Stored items
================================

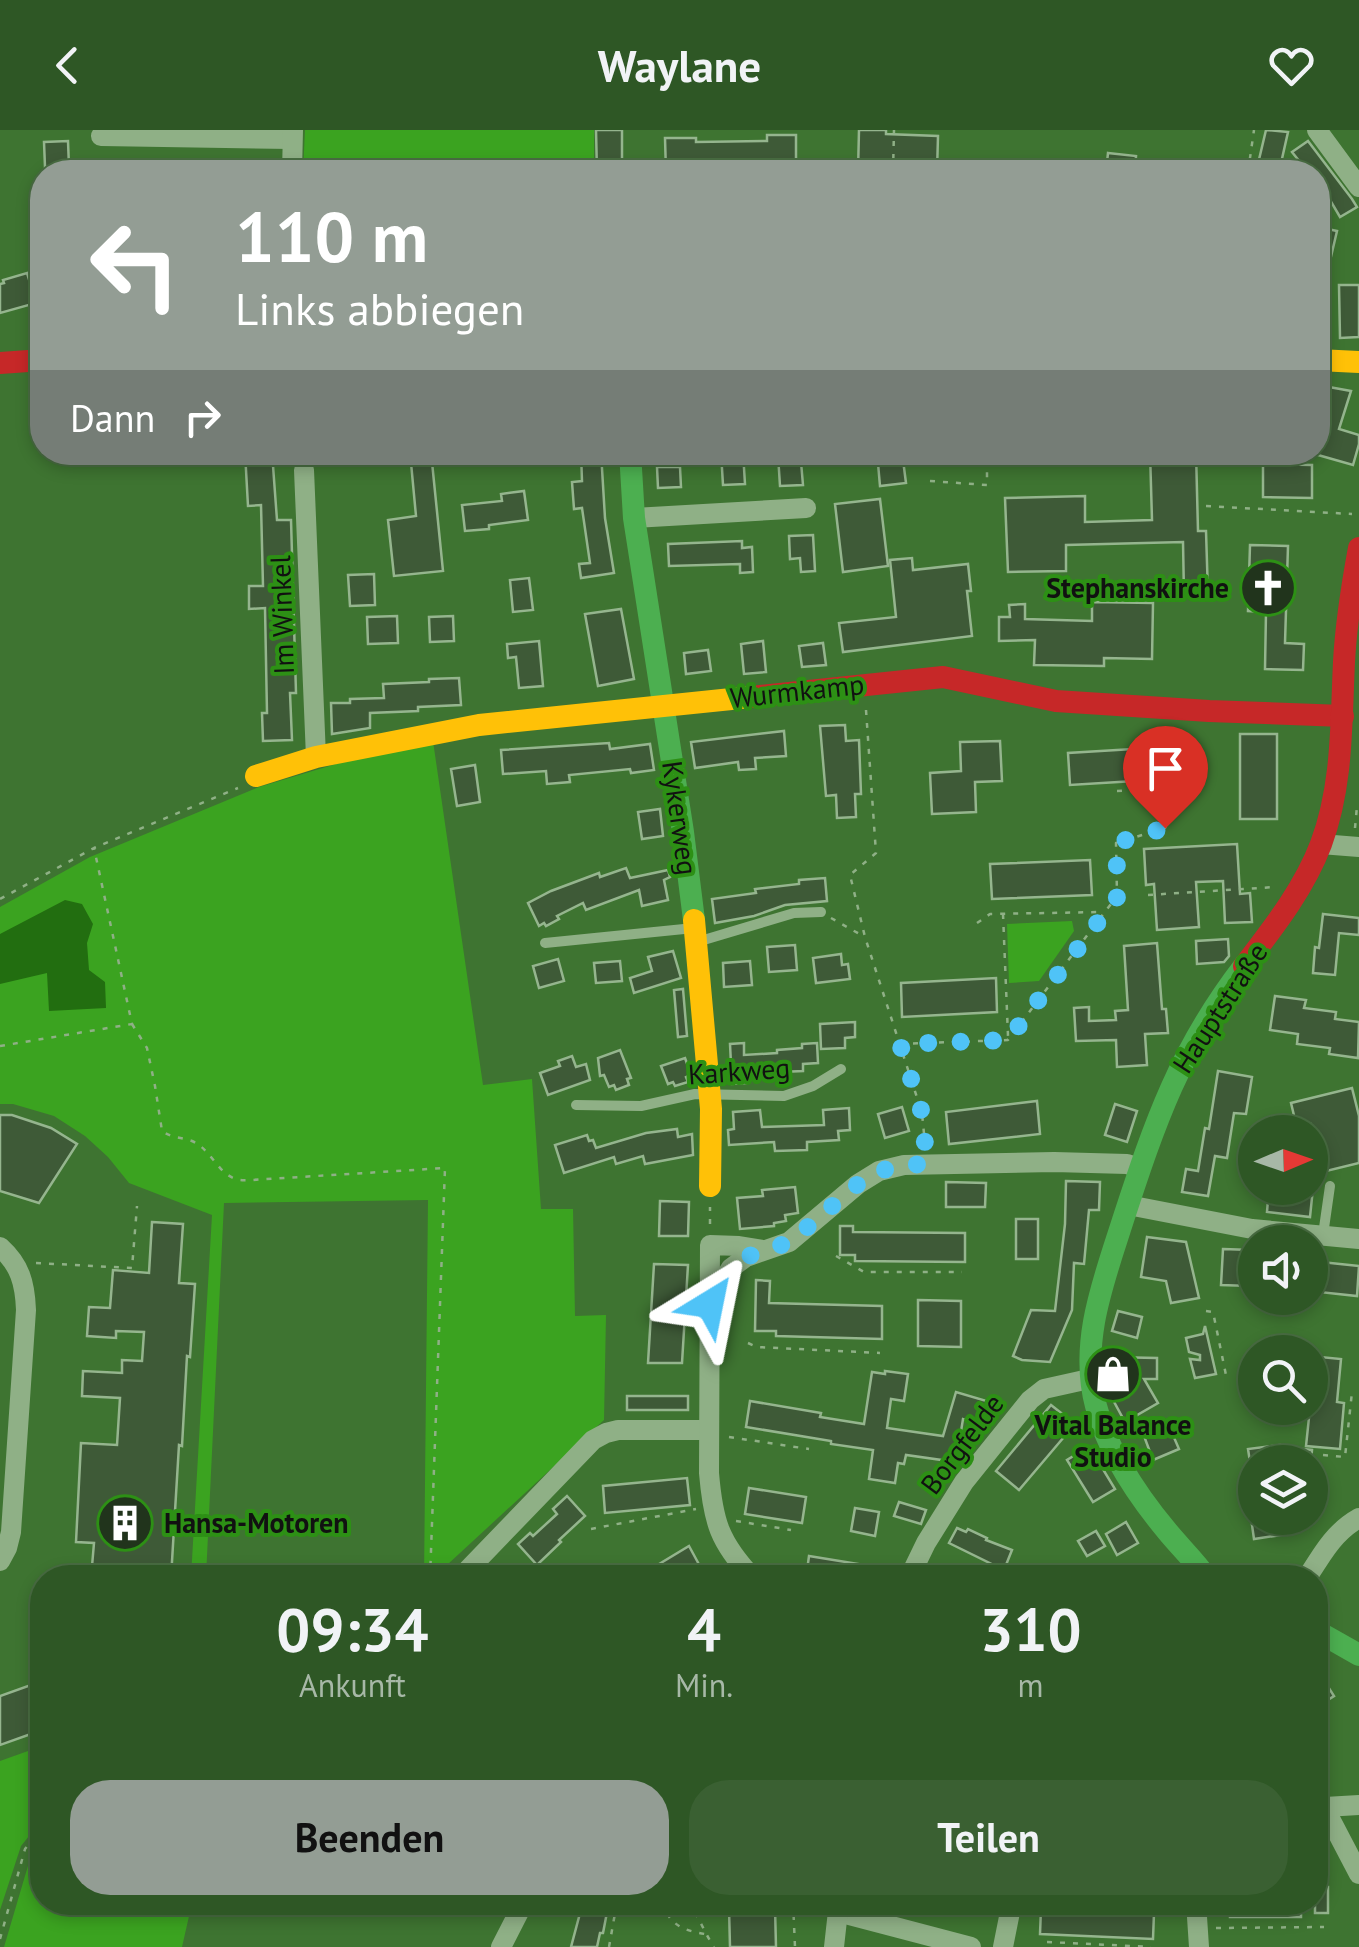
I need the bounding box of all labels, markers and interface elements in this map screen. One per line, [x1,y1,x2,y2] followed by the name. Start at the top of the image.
[598,36,761,94] text: Waylane
[40,38,95,93] icon: back
[1264,38,1319,93] icon: heart
[235,191,428,281] text: 110 m
[70,200,200,330] icon: left
[235,279,524,337] text: Links abbiegen
[175,390,230,445] icon: right
[70,393,155,442] text: Dann
[261,555,302,675] street label: Im Winkel
[1238,558,1298,618] church icon: Stephanskirche
[1046,569,1229,606] place label: Stephanskirche
[728,665,866,716] street label: Wurmkamp
[1123,726,1208,829] pin
[1138,741,1193,796] icon: arrive
[654,759,707,877] street label: Kykerweg
[1164,936,1275,1080] street label: Hauptstraße
[687,1048,791,1093] street label: Karkweg
[1238,1115,1328,1205] north arrow
[1238,1115,1328,1535] map controls
[1238,1225,1328,1315] button: sound
[658,1252,762,1356] position arrow
[1238,1335,1328,1425] button: search
[1083,1344,1143,1404] shop icon: Vital Balance Studio
[912,1386,1011,1501] street label: Borgfelde
[1033,1406,1192,1475] place label: Vital Balance Studio
[1238,1445,1328,1535] button: layers
[95,1493,155,1553] building icon: Hansa-Motoren
[164,1504,349,1541] place label: Hansa-Motoren
[276,1590,429,1668] text: 09:34
[687,1590,721,1668] text: 4
[980,1590,1082,1668] text: 310
[299,1664,406,1706] text: Ankunft
[675,1664,733,1706] text: Min.
[1018,1664,1044,1706] text: m
[70,1780,669,1895] button: Beenden
[689,1780,1288,1895] button: Teilen

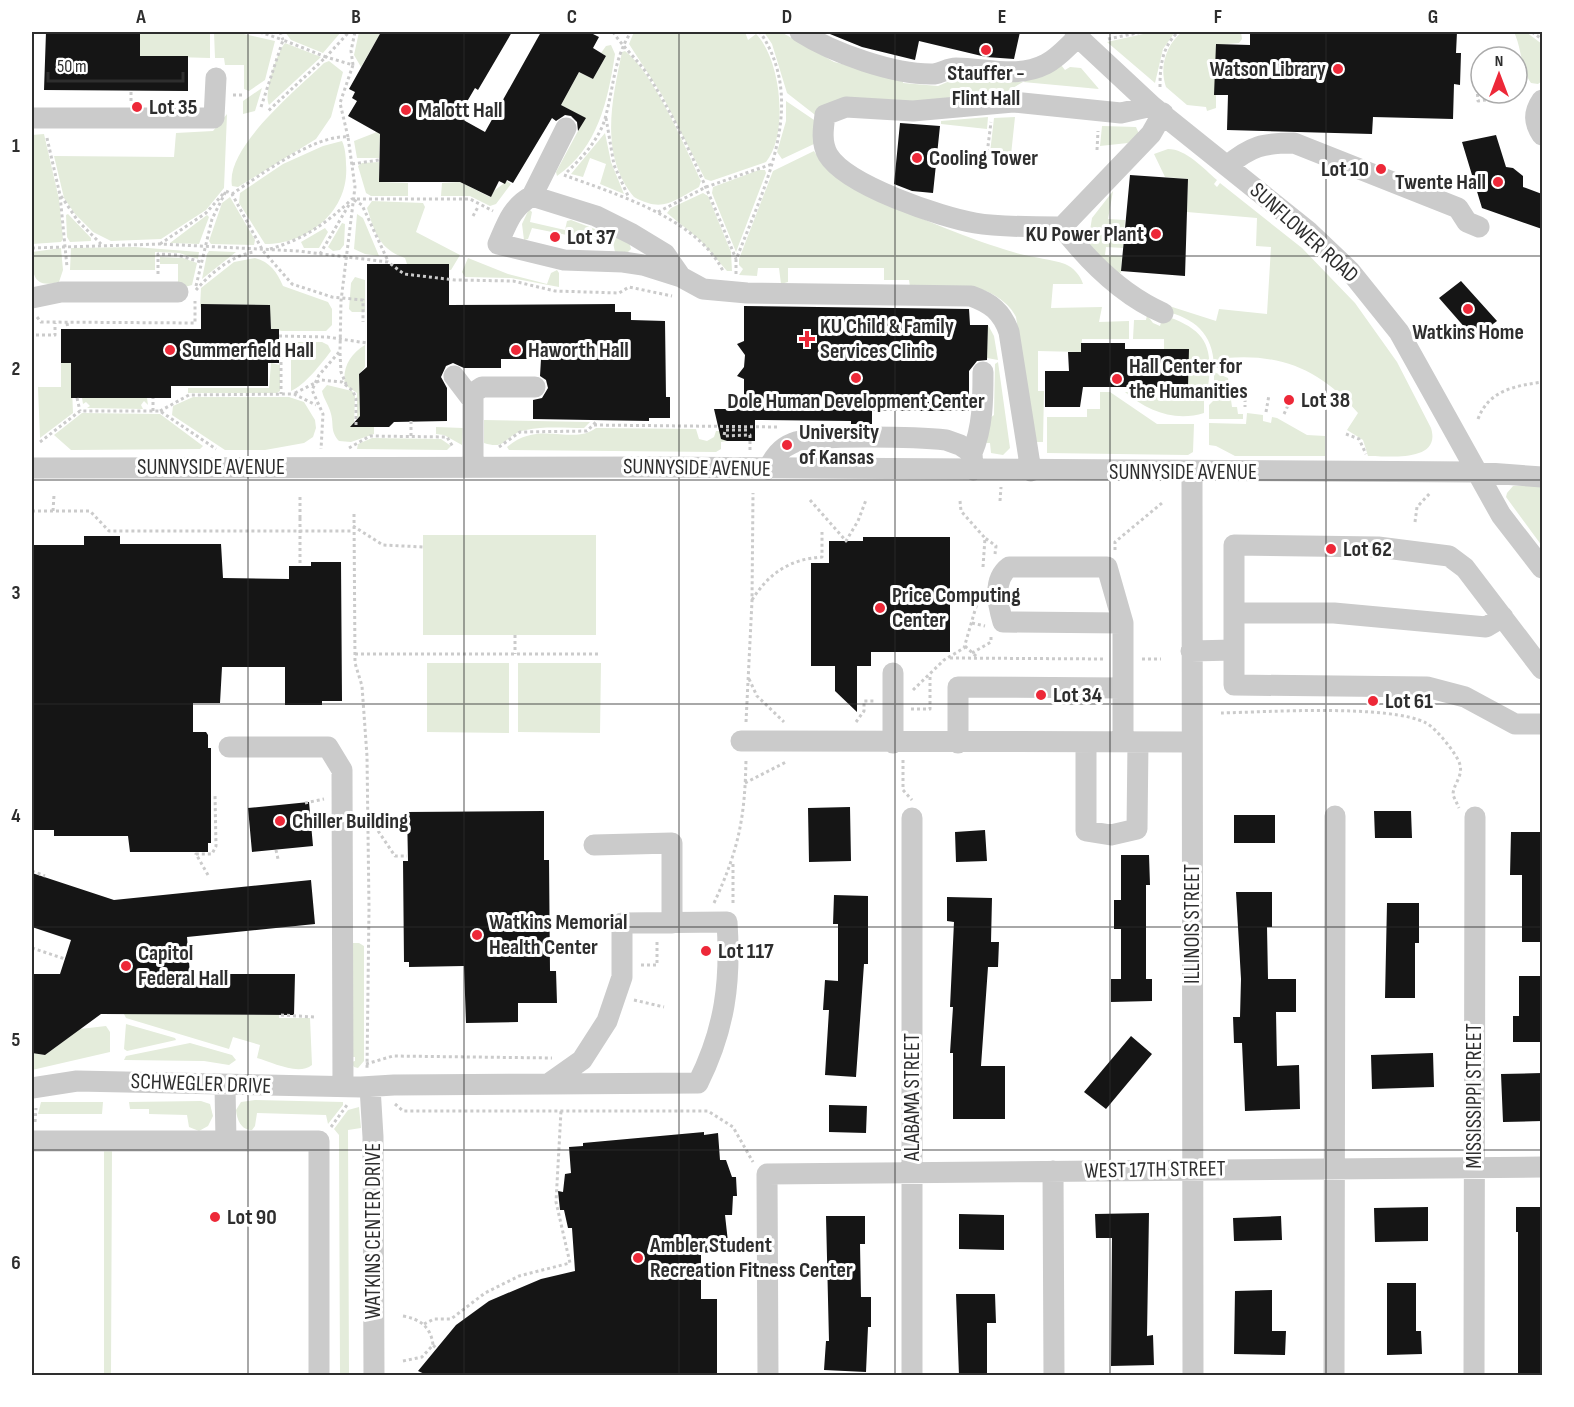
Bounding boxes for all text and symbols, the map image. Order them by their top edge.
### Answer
text: A [135,5,146,29]
text: B [351,5,361,29]
text: C [567,5,577,29]
text: D [782,5,792,29]
text: E [998,5,1006,29]
text: F [1214,5,1222,29]
text: G [1428,5,1438,29]
marker: Stauffer - Flint Hall [979,43,993,57]
scale bar [48,45,183,83]
north arrow [1469,45,1529,105]
text: N [1495,52,1503,71]
text: 50 m [57,56,87,77]
place label: Watson Library [1209,56,1326,83]
place label: Stauffer - Flint Hall [947,60,1025,112]
marker: Watson Library [1331,62,1345,76]
place label: Lot 35 [149,94,197,121]
place label: Malott Hall [418,97,503,124]
marker: Lot 35 [130,100,144,114]
marker: Malott Hall [399,103,413,117]
text: 1 [12,134,20,158]
place label: Cooling Tower [929,145,1038,172]
marker: Cooling Tower [910,151,924,165]
place label: Lot 10 [1321,156,1369,183]
marker: Lot 10 [1374,162,1388,176]
place label: Twente Hall [1395,169,1486,196]
marker: Twente Hall [1491,175,1505,189]
street label: SUNFLOWER ROAD [1244,177,1364,289]
place label: KU Power Plant [1026,221,1144,248]
place label: Lot 37 [567,224,616,251]
marker: KU Power Plant [1149,227,1163,241]
marker: Lot 37 [548,230,562,244]
marker: Watkins Home [1461,302,1475,316]
place label: KU Child & Family Services Clinic [820,313,954,365]
place label: Watkins Home [1412,319,1524,346]
marker: KU Child & Family Services Clinic [798,330,816,348]
place label: Summerfield Hall [182,337,314,364]
place label: Haworth Hall [528,337,629,364]
marker: Summerfield Hall [163,343,177,357]
marker: Haworth Hall [509,343,523,357]
place label: Hall Center for the Humanities [1129,353,1248,405]
text: 2 [12,357,20,381]
marker: Dole Human Development Center [849,371,863,385]
marker: Hall Center for the Humanities [1110,372,1124,386]
place label: Lot 38 [1301,387,1350,414]
place label: Dole Human Development Center [727,388,985,415]
marker: Lot 38 [1282,393,1296,407]
place label: University of Kansas [799,419,879,471]
marker: University of Kansas [780,438,794,452]
street label: SUNNYSIDE AVENUE [623,453,771,483]
street label: SUNNYSIDE AVENUE [137,454,285,481]
street label: SUNNYSIDE AVENUE [1109,459,1257,486]
place label: Lot 62 [1343,536,1392,563]
marker: Lot 62 [1324,542,1338,556]
text: 3 [12,581,21,605]
place label: Price Computing Center [892,582,1020,634]
marker: Price Computing Center [873,601,887,615]
place label: Lot 34 [1053,682,1102,709]
marker: Lot 34 [1034,688,1048,702]
place label: Lot 61 [1385,688,1433,715]
marker: Lot 61 [1366,694,1380,708]
text: 4 [11,804,21,828]
place label: Chiller Building [292,808,408,835]
marker: Chiller Building [273,814,287,828]
street label: ILLINOIS STREET [1179,864,1206,984]
place label: Watkins Memorial Health Center [489,909,628,961]
marker: Watkins Memorial Health Center [470,928,484,942]
place label: Lot 117 [718,938,774,965]
place label: Capitol Federal Hall [138,940,228,992]
marker: Lot 117 [699,944,713,958]
marker: Capitol Federal Hall [119,959,133,973]
street label: MISSISSIPPI STREET [1461,1023,1488,1169]
text: 5 [12,1028,21,1052]
street label: ALABAMA STREET [899,1033,926,1162]
street label: SCHWEGLER DRIVE [130,1068,272,1100]
street label: WATKINS CENTER DRIVE [360,1143,387,1319]
street label: WEST 17TH STREET [1084,1155,1226,1185]
place label: Lot 90 [227,1204,277,1231]
marker: Lot 90 [208,1210,222,1224]
place label: Ambler Student Recreation Fitness Center [649,1232,853,1284]
text: 6 [11,1251,21,1275]
marker: Ambler Student Recreation Fitness Center [631,1251,645,1265]

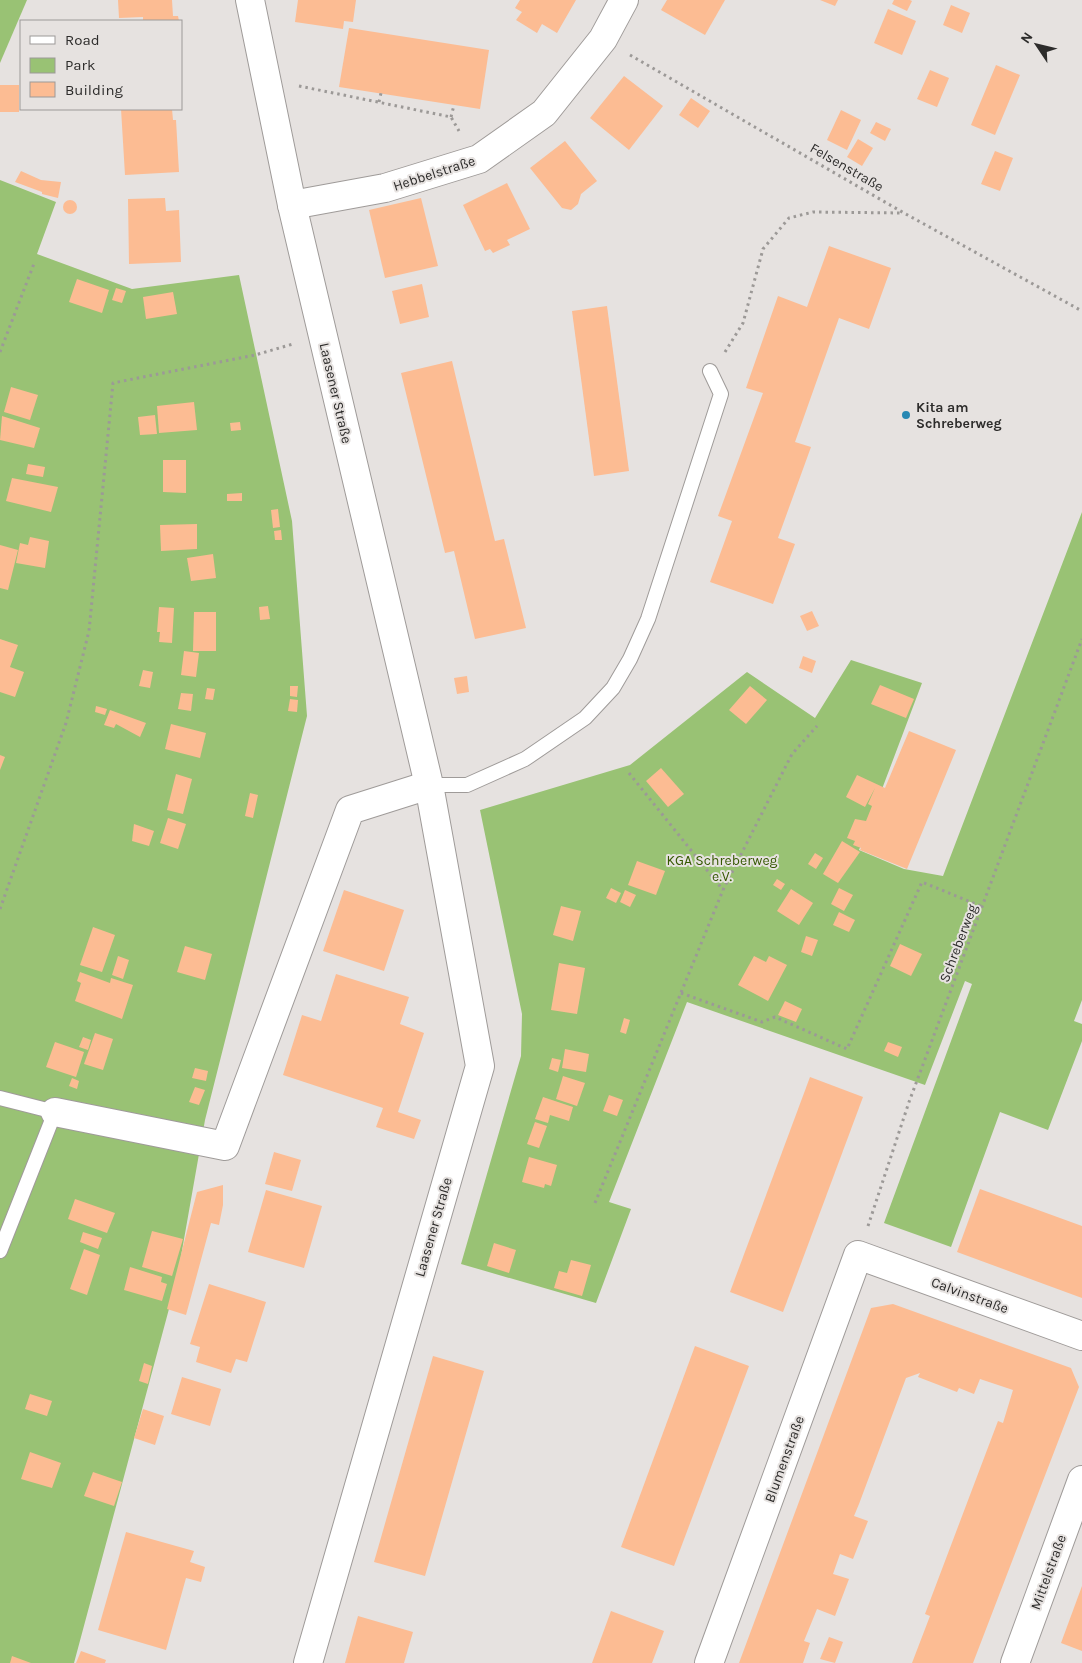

================================

[WHAT YOU NEED TO DO]:
Your answer should be an exact copy of the entries above, with no images included.

[FINISHED EXERCISE]:
I need the bounding box of all labels, markers and interface elements in this map screen. One per line, [x1,y1,x2,y2] followed by the name. Start at the top of the image.
[598,36,761,94] text: Waylane
[40,38,95,93] icon: back
[1264,38,1319,93] icon: heart
[235,191,428,281] text: 110 m
[70,200,200,330] icon: left
[235,279,524,337] text: Links abbiegen
[175,390,230,445] icon: right
[70,393,155,442] text: Dann
[261,555,302,675] street label: Im Winkel
[1238,558,1298,618] church icon: Stephanskirche
[1046,569,1229,606] place label: Stephanskirche
[728,665,866,716] street label: Wurmkamp
[1123,726,1208,829] pin
[1138,741,1193,796] icon: arrive
[654,759,707,877] street label: Kykerweg
[1164,936,1275,1080] street label: Hauptstraße
[687,1048,791,1093] street label: Karkweg
[1238,1115,1328,1205] north arrow
[1238,1115,1328,1535] map controls
[1238,1225,1328,1315] button: sound
[658,1252,762,1356] position arrow
[1238,1335,1328,1425] button: search
[1083,1344,1143,1404] shop icon: Vital Balance Studio
[912,1386,1011,1501] street label: Borgfelde
[1033,1406,1192,1475] place label: Vital Balance Studio
[1238,1445,1328,1535] button: layers
[95,1493,155,1553] building icon: Hansa-Motoren
[164,1504,349,1541] place label: Hansa-Motoren
[276,1590,429,1668] text: 09:34
[687,1590,721,1668] text: 4
[980,1590,1082,1668] text: 310
[299,1664,406,1706] text: Ankunft
[675,1664,733,1706] text: Min.
[1018,1664,1044,1706] text: m
[70,1780,669,1895] button: Beenden
[689,1780,1288,1895] button: Teilen

Bounding boxes for all text and symbols, the map image. Order them by their top edge.
### Answer
text: A [135,5,146,29]
text: B [351,5,361,29]
text: C [567,5,577,29]
text: D [782,5,792,29]
text: E [998,5,1006,29]
text: F [1214,5,1222,29]
text: G [1428,5,1438,29]
marker: Stauffer - Flint Hall [979,43,993,57]
scale bar [48,45,183,83]
north arrow [1469,45,1529,105]
text: N [1495,52,1503,71]
text: 50 m [57,56,87,77]
place label: Watson Library [1209,56,1326,83]
place label: Stauffer - Flint Hall [947,60,1025,112]
marker: Watson Library [1331,62,1345,76]
place label: Lot 35 [149,94,197,121]
place label: Malott Hall [418,97,503,124]
marker: Lot 35 [130,100,144,114]
marker: Malott Hall [399,103,413,117]
text: 1 [12,134,20,158]
place label: Cooling Tower [929,145,1038,172]
marker: Cooling Tower [910,151,924,165]
place label: Lot 10 [1321,156,1369,183]
marker: Lot 10 [1374,162,1388,176]
place label: Twente Hall [1395,169,1486,196]
marker: Twente Hall [1491,175,1505,189]
street label: SUNFLOWER ROAD [1244,177,1364,289]
place label: KU Power Plant [1026,221,1144,248]
place label: Lot 37 [567,224,616,251]
marker: KU Power Plant [1149,227,1163,241]
marker: Lot 37 [548,230,562,244]
marker: Watkins Home [1461,302,1475,316]
place label: KU Child & Family Services Clinic [820,313,954,365]
place label: Watkins Home [1412,319,1524,346]
marker: KU Child & Family Services Clinic [798,330,816,348]
place label: Summerfield Hall [182,337,314,364]
place label: Haworth Hall [528,337,629,364]
marker: Summerfield Hall [163,343,177,357]
marker: Haworth Hall [509,343,523,357]
place label: Hall Center for the Humanities [1129,353,1248,405]
text: 2 [12,357,20,381]
marker: Dole Human Development Center [849,371,863,385]
marker: Hall Center for the Humanities [1110,372,1124,386]
place label: Lot 38 [1301,387,1350,414]
place label: Dole Human Development Center [727,388,985,415]
marker: Lot 38 [1282,393,1296,407]
place label: University of Kansas [799,419,879,471]
marker: University of Kansas [780,438,794,452]
street label: SUNNYSIDE AVENUE [623,453,771,483]
street label: SUNNYSIDE AVENUE [137,454,285,481]
street label: SUNNYSIDE AVENUE [1109,459,1257,486]
place label: Lot 62 [1343,536,1392,563]
marker: Lot 62 [1324,542,1338,556]
text: 3 [12,581,21,605]
place label: Price Computing Center [892,582,1020,634]
marker: Price Computing Center [873,601,887,615]
place label: Lot 34 [1053,682,1102,709]
marker: Lot 34 [1034,688,1048,702]
place label: Lot 61 [1385,688,1433,715]
marker: Lot 61 [1366,694,1380,708]
text: 4 [11,804,21,828]
place label: Chiller Building [292,808,408,835]
marker: Chiller Building [273,814,287,828]
street label: ILLINOIS STREET [1179,864,1206,984]
place label: Watkins Memorial Health Center [489,909,628,961]
marker: Watkins Memorial Health Center [470,928,484,942]
place label: Lot 117 [718,938,774,965]
place label: Capitol Federal Hall [138,940,228,992]
marker: Lot 117 [699,944,713,958]
marker: Capitol Federal Hall [119,959,133,973]
street label: MISSISSIPPI STREET [1461,1023,1488,1169]
text: 5 [12,1028,21,1052]
street label: ALABAMA STREET [899,1033,926,1162]
street label: SCHWEGLER DRIVE [130,1068,272,1100]
street label: WATKINS CENTER DRIVE [360,1143,387,1319]
street label: WEST 17TH STREET [1084,1155,1226,1185]
place label: Lot 90 [227,1204,277,1231]
marker: Lot 90 [208,1210,222,1224]
place label: Ambler Student Recreation Fitness Center [649,1232,853,1284]
text: 6 [11,1251,21,1275]
marker: Ambler Student Recreation Fitness Center [631,1251,645,1265]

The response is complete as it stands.